Y es aquí donde me parece que vi uno de los momentos más emotivos e importantes de este 2011: Roger Federer volvió a escribir un capítulo dorado en su ya brillante carrera con el sexto título conseguido en este certamen, superando el récord de Pete Sampras e Ivan Lendl.
Federer venció en una apretada final al francés Jo-Wilfried Tsonga, quien ha trabajado bastante en las temporadas recientes para ascender en el ranking y pelearle de tú a tú a los mejores jugadores del mundo, y en esta ocasión no fue la excepción.
Tsonga se repuso de manera increíble en el segundo set, poniendo en serios aprietos a Federer al mandar el duelo a un tercer episodio, en el que el suizo nos dio una nueva muestra de por qué fue durante tanto tiempo el número uno del orbe.
Con este resultado Federer llegó a 70 títulos en su trayectoria y recuperó mucha de la confianza que había perdido durante la temporada, ya que cerró el 2011 con 17 victorias consecutivas olvidándose del trago amargo que representó no ganar siquiera un título del Grand Slam y no saberse vencedor en un lapso de 10 meses, pues recordemos que sú ultimo título antes de la victoria del 6 de noviembre en Basilea, había sido el 7 de enero en Doha.

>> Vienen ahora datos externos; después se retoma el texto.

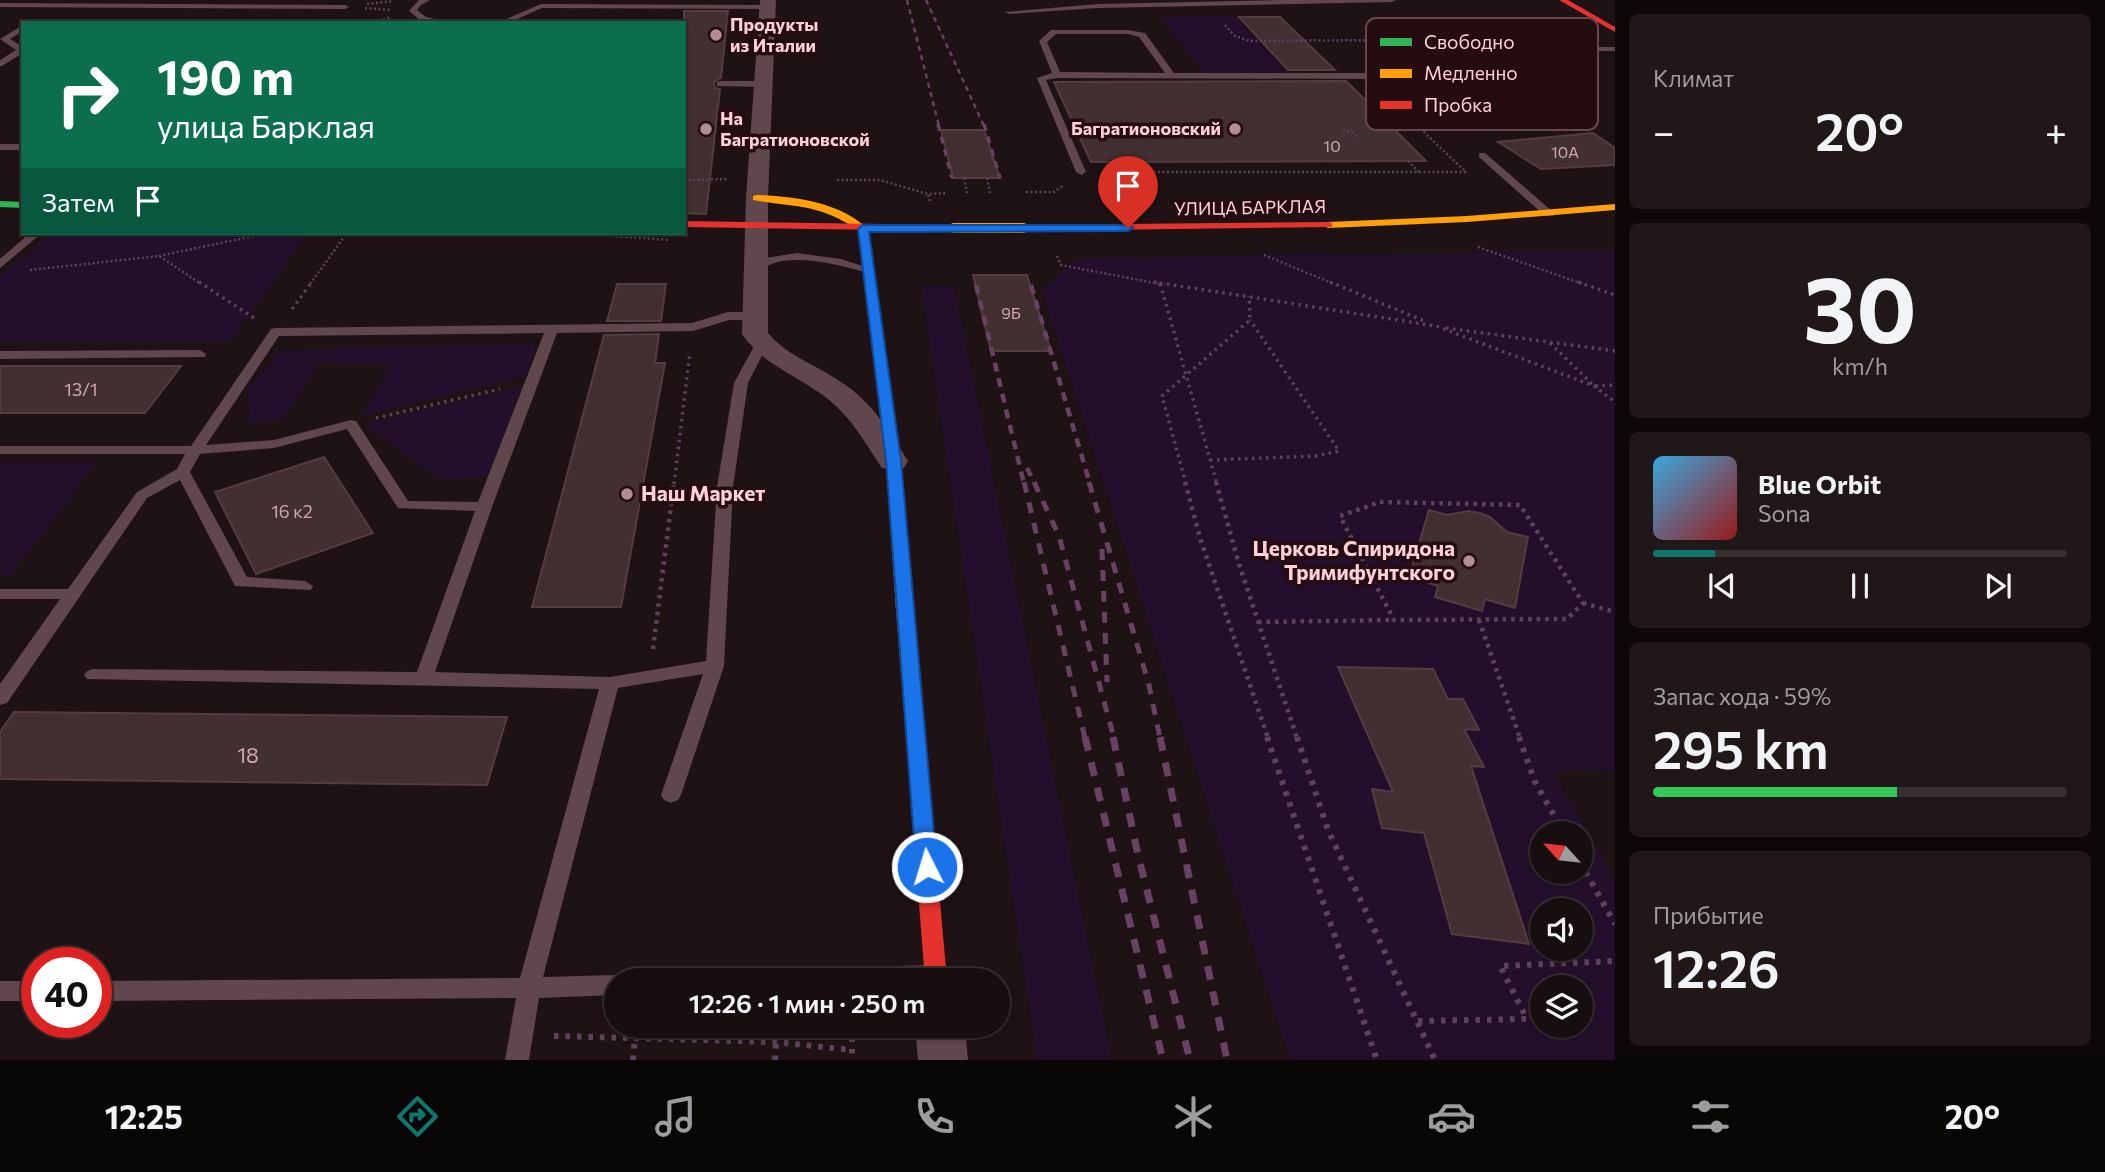 <!DOCTYPE html>
<html lang="ru">
<head>
<meta charset="utf-8">
<style>
  body { margin:0; font-family:Commissioner,sans-serif; background:#201718; color:#f1f3f6; height:100vh; display:flex; flex-direction:column; font-size:26px; white-space:nowrap }
  * { box-sizing:border-box; margin:0 }
  p { font-size:23px; color:#9e9c9e }
  .icon { flex:none; width:38px; height:38px; fill:none; stroke:currentColor; stroke-width:2; stroke-linecap:round; stroke-linejoin:round }
  .map { position:relative; flex:1; overflow:hidden }
  .drawer { display:flex; flex-direction:column; gap:14px; padding:14px; background:#0d0808; width:490px }
  .drawer>* { flex:none }
  .hud { position:absolute; left:21px; top:21px; width:665px; height:214px; border-radius:0px; box-shadow:0 2px 5px #0004,0 0 0 2px #362e2f; background:#0b6e4f; color:#fff; overflow:hidden }
  .needle { width:46px; rotate:297deg }
  .tools { position:absolute; left:1530px; top:821px; display:grid; gap:14px }
  .tools a { display:grid; place-items:center; width:63px; height:63px; border-radius:50%; background:#170e0f; box-shadow:0 2px 5px #0004,0 0 0 2px #362e2f; font-size:35px }
  .speed { position:absolute; left:21px; top:947px; display:flex; gap:14px; font-size:35px; font-weight:700; text-align:center }
  .speed>* { display:grid; place-content:center; width:91px; height:91px; border-radius:50%; background:#170e0f; box-shadow:0 2px 5px #0004,0 0 0 2px #362e2f; line-height:1 }
  .speed .limit { border:10px solid #d22; background:#fff; color:#111 }
  .pin { position:absolute; display:grid; place-items:center; width:60px; height:60px; color:#fff; margin:-72px -30px; border-radius:50% 50% 50% 0; rotate:-45deg; box-shadow:0 0 7px #0007 }
  .pin .icon { rotate:45deg }
  .me { position:absolute; width:77px; margin:-38px; rotate:355deg; stroke-linejoin:round; filter:drop-shadow(0 0 5px #0008) }
  .turn { display:flex; align-items:center; gap:24px; height:147px; padding:0 21px; font-size:32px }
  .turn .icon { width:91px; height:91px; stroke-width:2.5 }
  .turn b { display:block; font-size:49px; line-height:60px }
  .then { display:flex; align-items:center; height:66px; padding:0 21px; background:#0003; gap:14px; font-size:26px }
  .big { font-size:52px; font-weight:600; line-height:1.1 }
  .drawer .tile { flex:1; display:flex; flex-direction:column; justify-content:center; gap:10px; min-width:0; padding:0 24px; border-radius:10px; background:#201718 }
  .drawer .dial { align-items:center; gap:0 }
  .dial b { font-size:91px; line-height:1 }
  .song { display:flex; align-items:center; gap:21px }
  .cover { width:84px; height:84px; border-radius:10px; background:linear-gradient(135deg,hsl(200 70% 55%),hsl(0 70% 35%)) }
  .played { height:7px; border-radius:4px; background:linear-gradient(90deg,#0f766e 15%,#362e2f 15%) }
  .keys { display:flex; justify-content:space-around; direction:ltr }
  .heat { display:flex; justify-content:space-between; align-items:center; font-size:38px; direction:ltr }
  .charge { height:10px; border-radius:5px; background:linear-gradient(90deg,#34c759 59%,#362e2f 0) }
  .trip { position:absolute; left:604px; top:968px; width:406px; height:70px; border-radius:35px; background:#170e0f; box-shadow:0 2px 5px #0004,0 0 0 2px #362e2f; font-weight:600; line-height:70px; text-align:center }
  .dock { display:flex; height:112px; justify-content:space-around; align-items:center; background:#090606; color:#9e9c9e }
  .dock .icon { width:49px; height:49px }
  .dock .selected { color:#0f766e }
  .dock b { font-size:32px; color:#f1f3f6 }
  main { display:flex; flex:1; min-height:0 }
  .map>svg:first-child { display:block }
</style>
</head>
<body>
<main>
<div class="map">
<svg width="1615" height="1060" viewBox="0 0 1615 1060">
  <rect width="100%" height="100%" fill="#1f1214"/>
  <g fill="#230f2c" fill-rule="evenodd">
    <path d="M1234,16l52,56h-82l-43,-55z"/>
    <path d="M50,233h258l-78,108h-230v-62z"/>
    <path d="M1615,252v518l-62,2 62,109v179h-325l-248,-769 35,-32 228,-5zM1542,833h38v39h-38zM1542,910h38v38h-38zM1542,987h38v39h-38z"/>
    <path d="M921,286h33l158,774h-75z"/>
    <path d="M536,344l-10,32 -164,40 30,-52 -73,-1 -37,57 -32,3 -3,-34 35,-39z"/>
    <path d="M522,386l-34,91 -48,2 -76,-55z"/>
    <path d="M0,463h96l-86,113h-10z"/>
  </g>
  <g fill="#422f32" stroke="#543c3f" stroke-width="2">
    <path d="M684,11h44l-7,67 -7,4 1,6 5,1 -14,125 -22,-1z"/>
    <path d="M1239,17h41l55,53h-47z"/>
    <path d="M1346,81l80,80 -335,1 -37,-80z"/>
    <path d="M941,130h43l16,48h-47z"/>
    <path d="M1593,133l22,15v17l-74,4 -43,-27z"/>
    <path d="M973,275h54l24,76h-60z"/>
    <path d="M617,284h49l-5,37h-54z"/>
    <path d="M659,334l-4,29h10l-44,244h-89l72,-272z"/>
    <path d="M0,366h181l-36,47h-145z"/>
    <path d="M324,457l49,76 -117,41 -41,-82z"/>
    <path d="M1429,510l18,5 21,-4 12,2 10,4 17,15 21,5 -13,71 -30,-9 -3,12 -47,-14 3,-11 -29,-9z"/>
    <path d="M1338,667l95,2 15,30h15l16,31 -15,-1 20,38 -13,-1 58,178 -77,-10 -28,-101 -42,-5 -10,-39 21,3z"/>
    <path d="M14,712l493,5 -20,68 -487,-6v-47z"/>
  </g>
  <g fill="none" stroke-linecap="round" stroke-linejoin="round">
    <g stroke="#5e4259" stroke-width="2.5" stroke-dasharray="2 2.5" stroke-linecap="butt">
      <path d="M367,4l26,-3"/>
      <path d="M365,8l26,2"/>
      <path d="M370,23l22,-6"/>
      <path d="M1225,25l10,11 15,5 146,-1"/>
      <path d="M1343,130l11,3 4,6"/>
      <path d="M1137,161l4,11"/>
      <path d="M1408,161l11,11"/>
      <path d="M1104,172h362l-76,-72"/>
      <path d="M964,178l3,15"/>
      <path d="M987,178l3,15"/>
      <path d="M684,180l43,-1"/>
      <path d="M837,180h43l48,14"/>
      <path d="M1026,192h28l10,-7"/>
      <path d="M930,201l-2,-7 20,-1"/>
      <path d="M567,233l102,7"/>
      <path d="M1478,247l105,37"/>
      <path d="M1264,255l70,29"/>
      <path d="M159,256l109,-23"/>
      <path d="M1057,256l4,9 99,19"/>
      <path d="M30,270l129,-14 42,28"/>
      <path d="M1160,283l5,1"/>
      <path d="M310,284l37,-51"/>
    </g>
    <g stroke="#5e4259" stroke-width="3.5" stroke-dasharray="2.5 4.5" stroke-linecap="butt">
      <path d="M199,282l55,36"/>
      <path d="M1154,282l6,1 57,201"/>
      <path d="M1330,282l97,40"/>
      <path d="M1578,282l37,13"/>
      <path d="M1160,283l276,43 158,60 21,16"/>
      <path d="M292,309l20,-27"/>
      <path d="M1446,328l169,23"/>
      <path d="M1550,343l44,43 21,-1"/>
      <path d="M376,418l124,-29"/>
      <path d="M1210,460l106,-4 23,-5 -89,-131"/>
      <path d="M674,484l16,-132"/>
      <path d="M1186,484l-24,-88 88,-76 -1,-24"/>
    </g>
    <g stroke="#5e4259" stroke-width="4.5" stroke-dasharray="3.5 5" stroke-linecap="butt">
      <path d="M1185,482l16,59 67,197"/>
      <path d="M1216,482l23,82 58,174"/>
      <path d="M1380,502l140,3 63,98 -16,16 -173,1 -54,-104z"/>
      <path d="M1583,603l32,9"/>
      <path d="M1479,620l41,118"/>
      <path d="M1258,622l136,-2"/>
      <path d="M653,649l21,-167"/>
    </g>
    <g stroke="#5e4259" stroke-width="6" stroke-dasharray="4.5 7" stroke-linecap="butt">
      <path d="M1267,737l110,323"/>
      <path d="M1297,737l31,93 107,230"/>
      <path d="M1519,737l16,45 29,51"/>
      <path d="M1580,862l35,62"/>
      <path d="M1418,1021l109,-2 -27,-53 115,-5"/>
      <path d="M852,1026v34"/>
      <path d="M554,1036l222,6 76,8"/>
      <path d="M633,1060l2,-22"/>
      <path d="M775,1060l2,-34"/>
    </g>
    <g fill="#60464d" fill-rule="evenodd">
      <path d="M419,0h11l-9,5 -4,5 9,7 27,6 -32,-2 -12,-10z"/>
      <path d="M1283,0h113l-4,2 -294,6 -89,6 -4,-2 93,-8z"/>
      <path d="M0,3l345,2 4,2 -4,2 -345,-2z"/>
      <path d="M541,4l226,1 4,2 -4,2 -225,-1 -34,15h-11z"/>
      <path d="M23,25v6l-13,8 13,8v6l-23,14v-7l16,-10 -16,-11z"/>
      <path d="M1051,30h77l17,3 29,40h226l4,3 -4,3 -343,-1 -11,2 40,92 -5,3 -5,-3 -39,-94 15,-5 -13,-32zM1056,34h72l11,3 26,36 -105,-1 -13,-30z"/>
      <path d="M1507,47h108v4c-64,1 -145,-7 -206,9l-4,-2c24,-14 73,-10 102,-11z"/>
      <path d="M720,81h43l4,3 -4,3 -46,-1v-4z"/>
      <rect x="0" y="144" width="23" height="6"/>
      <path d="M1479,153h6l68,59v4h-8l-66,-59z"/>
      <path d="M30,233h12l-42,35v-9z"/>
      <path d="M797,253l44,6 34,11 -6,3c-28,-7 -57,-16 -87,-12 -9,2 -17,6 -26,8l-6,-3 15,-8z"/>
      <path d="M728,312h27l6,4 -6,4h-26l-36,11 -136,2 -65,174 -57,165 175,5 96,-16 11,-174 17,-104 23,-42h10l1,3 -20,39 -15,104 -9,179 -43,129 -3,5 -7,3 -7,-3 -3,-5 42,-121 -85,14 -75,289 73,-2 9,5h-9v15l-77,3 -10,62h-24l11,-62 -420,3v-20l424,-3 79,-289 -512,-10 -3,-4 3,-4 6,-2 324,3 58,-161 -77,-3 -51,-79 -73,19 -74,6 -10,18 57,105 58,4 8,5 -2,4 -76,-4 -55,-106 -33,18 -140,205 -7,2v-21l60,-85h-60v-10h68l69,-97 40,-23 8,-15h-185v-8h191l80,-117 4,-1 417,-5zM544,333l-66,169 -70,-1 -52,-80 -5,-1 -77,20 -68,5 73,-109z"/>
      <path d="M200,350l6,4 -1,3 -205,2v-8z"/>
      <path d="M930,965l8,3 3,7 -2,5h-200l3,-7 8,-3z"/>
      <rect x="0" y="981" width="37" height="20"/>
    </g>
    <g fill="#60464d" fill-rule="evenodd">
      <path d="M760,0h16l-8,198v135c19,23 49,32 73,49 30,19 49,49 67,79l-4,7 -11,2 -11,-2c-18,-27 -32,-53 -58,-72 -29,-22 -61,-31 -82,-62l4,-136z"/>
      <path d="M915,1026h50l3,34h-50z"/>
    </g>
    <path fill="#30b455" fill-rule="evenodd" d="M0,201l23,1v6l-23,-1z"/>
    <g fill="#ff9f0a" fill-rule="evenodd">
      <path d="M757,195c37,1 83,7 111,34l32,232 14,149 -3,4 -6,2 -9,-6 -10,-149 -28,-231c-41,-27 -60,-22 -105,-30v-4z"/>
      <path d="M1615,204v6l-148,12 -139,6 -5,-3 5,-3 139,-6z"/>
    </g>
    <g fill="#e5322d" fill-rule="evenodd">
      <path d="M1559,0h9l47,27v5z"/>
      <path d="M684,221l270,4 5,3 -5,3 -270,-4z"/>
      <path d="M1328,222l4,1v4l-309,4 -5,-3 5,-3z"/>
      <path d="M905,604l9,6 33,370h-22l-29,-370z"/>
    </g>
    <g stroke="#694163" stroke-width="2.5" stroke-dasharray="5 4.5" stroke-linecap="butt">
      <path d="M907,0l32,126"/>
      <path d="M926,0l58,126"/>
    </g>
    <g stroke="#694163" stroke-width="3.5" stroke-dasharray="7 6" stroke-linecap="butt">
      <path d="M938,124l14,54"/>
      <path d="M984,124l16,54"/>
    </g>
    <g stroke="#694163" stroke-width="4.5" stroke-dasharray="9 7" stroke-linecap="butt">
      <path d="M976,285l48,199"/>
      <path d="M1031,285l59,199"/>
      <path d="M1027,468l8,16"/>
    </g>
    <g stroke="#694163" stroke-width="5" stroke-dasharray="11 10" stroke-linecap="butt">
      <path d="M1024,482l61,256"/>
      <path d="M1034,482l25,54 55,202"/>
      <path d="M1089,482l60,203 11,53"/>
      <path d="M1102,549l5,133"/>
    </g>
    <g stroke="#694163" stroke-width="7" stroke-dasharray="14 12" stroke-linecap="butt">
      <path d="M1085,737l78,323"/>
      <path d="M1113,737l25,118 52,205"/>
      <path d="M1160,737l67,323"/>
    </g>
    <path stroke="#ff9f0a" stroke-width="10" d="M954,228h69"/>
  </g>
  <path fill="#1a73e8" stroke="#114b97" stroke-width="2" d="M863,225h265l5,3 -5,3 -259,1 32,229 36,406 -3,6 -7,2 -8,-2 -3,-6 -30,-406 -28,-232z"/>
  <g fill="#b18e95" stroke="#250c10" stroke-width="2.5">
    <circle cx="716" cy="35" r="7"/>
    <circle cx="706" cy="129" r="7"/>
    <circle cx="1235" cy="129" r="7"/>
    <circle cx="627" cy="494" r="7"/>
    <circle cx="1469" cy="561" r="7"/>
  </g>
  <g text-anchor="middle" stroke-width="7" stroke-linejoin="round" paint-order="stroke">
    <g font-size="16" fill="#d0a8b0">
      <text x="1332" y="152">10</text>
      <text x="1565" y="158">10А</text>
      <text x="1011" y="319">9Б</text>
    </g>
    <g font-size="18" font-weight="bold" fill="#ffd0da" stroke="#250c10" text-anchor="start">
      <text x="730" y="31">Продукты<tspan x="730" dy="21">из Италии</tspan></text>
      <text x="720" y="125">На<tspan x="720" dy="21">Багратионовской</tspan></text>
      <text x="1221" y="135" text-anchor="end">Багратионовский</text>
    </g>
    <g font-size="18" fill="#ffd0da" stroke="#250c10">
      <text transform="translate(1250 208) rotate(-1)" y="6">УЛИЦА БАРКЛАЯ</text>
    </g>
    <g font-size="18" fill="#d0a8b0">
      <text x="81" y="396">13/1</text>
      <text x="292" y="518">16 к2</text>
    </g>
    <g font-size="21" font-weight="bold" fill="#ffd0da" stroke="#250c10" text-anchor="start">
      <text x="641" y="501">Наш Маркет</text>
      <text x="1455" y="556" text-anchor="end">Церковь Спиридона<tspan x="1455" dy="24">Тримифунтского</tspan></text>
    </g>
    <g font-size="21" fill="#d0a8b0">
      <text x="248" y="763">18</text>
    </g>
  </g>
  <rect x="1366" y="18" width="232" height="112" rx="10" fill="#250c10" stroke="#66474d" stroke-width="2"/>
  <rect x="1380" y="38" width="32" height="8" fill="#30b455"/>
  <rect x="1380" y="69" width="32" height="9" fill="#ff9f0a"/>
  <rect x="1380" y="101" width="32" height="8" fill="#e5322d"/>
  <g font-size="19" fill="#ffd0da">
    <text x="1424" y="49">Свободно</text>
    <text x="1424" y="80">Медленно</text>
    <text x="1424" y="112">Пробка</text>
  </g>
</svg>
<div class="tools">
<a><svg class="needle" viewBox="-14 -14 28 28"><path d="M0-13l5 13h-10z" fill="#e53935"/><path d="M0 13l5-13h-10z" fill="#9e9c9e"/></svg></a>
<a><svg class="icon" aria-label="sound" viewBox="0 0 24 24"><path d="M4 9h4l5-4v14l-5-4H4zM17 9q2 3 0 6"/></svg></a>
<a><svg class="icon" aria-label="layers" viewBox="0 0 24 24"><path d="M12 4l9 5-9 5-9-5zM3 14l9 5 9-5"/></svg></a>
</div>
<div class="speed"><div class="limit">40</div></div>
<div class="pin" style="left:1128px;top:228px;background:#d93025"><svg class="icon" aria-label="arrive" viewBox="0 0 24 24"><path d="M6 21V4h12l-3 4 3 4H6"/></svg></div>
<svg class="me" style="left:927px;top:867px" viewBox="-20 -20 40 40"><circle r="17" fill="#1a73e8" stroke="#fff" stroke-width="3"/><path d="M0-11L8 9 0 5-8 9z" fill="#fff"/></svg>
<div class="trip">12:26 · 1 мин · 250 m</div>
<div class="hud">
<div class="turn"><svg class="icon" aria-label="right" viewBox="0 0 24 24"><path d="M7 20v-9h11M14 6l5 5-5 5"/></svg><div><b>190 m</b>улица Барклая</div></div>
<div class="then">Затем<svg class="icon" aria-label="arrive" viewBox="0 0 24 24"><path d="M6 21V4h12l-3 4 3 4H6"/></svg></div>
</div>
</div>
<section class="drawer">
<div class="tile"><p>Климат</p>
<div class="heat"><a>−</a><b class="big">20°</b><a>+</a></div>
</div>
<div class="tile dial"><b>30</b><p>km/h</p></div>
<div class="tile">
<div class="song"><i class="cover"></i><div><b>Blue Orbit</b><p>Sona</p></div></div>
<div class="played"></div>
<div class="keys"><svg class="icon" aria-label="previous" viewBox="0 0 24 24"><path d="M18 5L8 12l10 7zM5 5v14"/></svg><svg class="icon" aria-label="pause" viewBox="0 0 24 24"><path d="M8 5v14M16 5v14"/></svg><svg class="icon" aria-label="next" viewBox="0 0 24 24"><path d="M6 5l10 7-10 7zM19 5v14"/></svg></div>
</div>
<div class="tile"><p>Запас хода · 59%</p><b class="big">295 km</b><div class="charge"></div></div>
<div class="tile"><p>Прибытие</p><b class="big">12:26</b></div>
</section>
</main>
<nav class="dock">
<b>12:25</b>
<svg class="icon selected" aria-label="directions" viewBox="0 0 24 24"><path d="M12 3l9 9-9 9-9-9zM9 14v-3h6M13 9l2 2-2 2"/></svg>
<svg class="icon" aria-label="music" viewBox="0 0 24 24"><path d="M9 18V5l10-2v13"/><circle cx="6" cy="18" r="3"/><circle cx="16" cy="16" r="3"/></svg>
<svg class="icon" aria-label="phone" viewBox="0 0 24 24"><path d="M5 4h4l2 5-3 2q2 4 5 5l2-3 5 2v4C11 20 4 13 5 4z"/></svg>
<svg class="icon" aria-label="climate" viewBox="0 0 24 24"><path d="M12 3v18M4 7l16 10M4 17L20 7"/></svg>
<svg class="icon" aria-label="car" viewBox="0 0 24 24"><path d="M5 17H2v-5l4-1 3-4h7l3 4 3 1v5h-3M9 17h6M6 11h13"/><circle cx="7" cy="17" r="2"/><circle cx="17" cy="17" r="2"/></svg>
<svg class="icon" aria-label="filters" viewBox="0 0 24 24"><path d="M4 7h16M4 17h16"/><circle cx="9" cy="7" r="2"/><circle cx="15" cy="17" r="2"/></svg>
<b>20°</b>
</nav>
</body>
</html>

Roger Federer es el mejor tenista de la historia, y con un cierre como el que tuvo ayer domingo, me parece que en el 2012 lo veremos con un semblante distinto y con las mismas ganas que lo llevaron a la cima de este deporte, por lo que si de alguien deberán cuidarse tipos como Novak Djokovic, Rafael Nadal y Andy Murray es precisamente de Roger Federer, a quien deberán ver como uno de los hombres a vencer y como un auténtico lobo de mar en esto de ganar y saber ganar partidos importantes.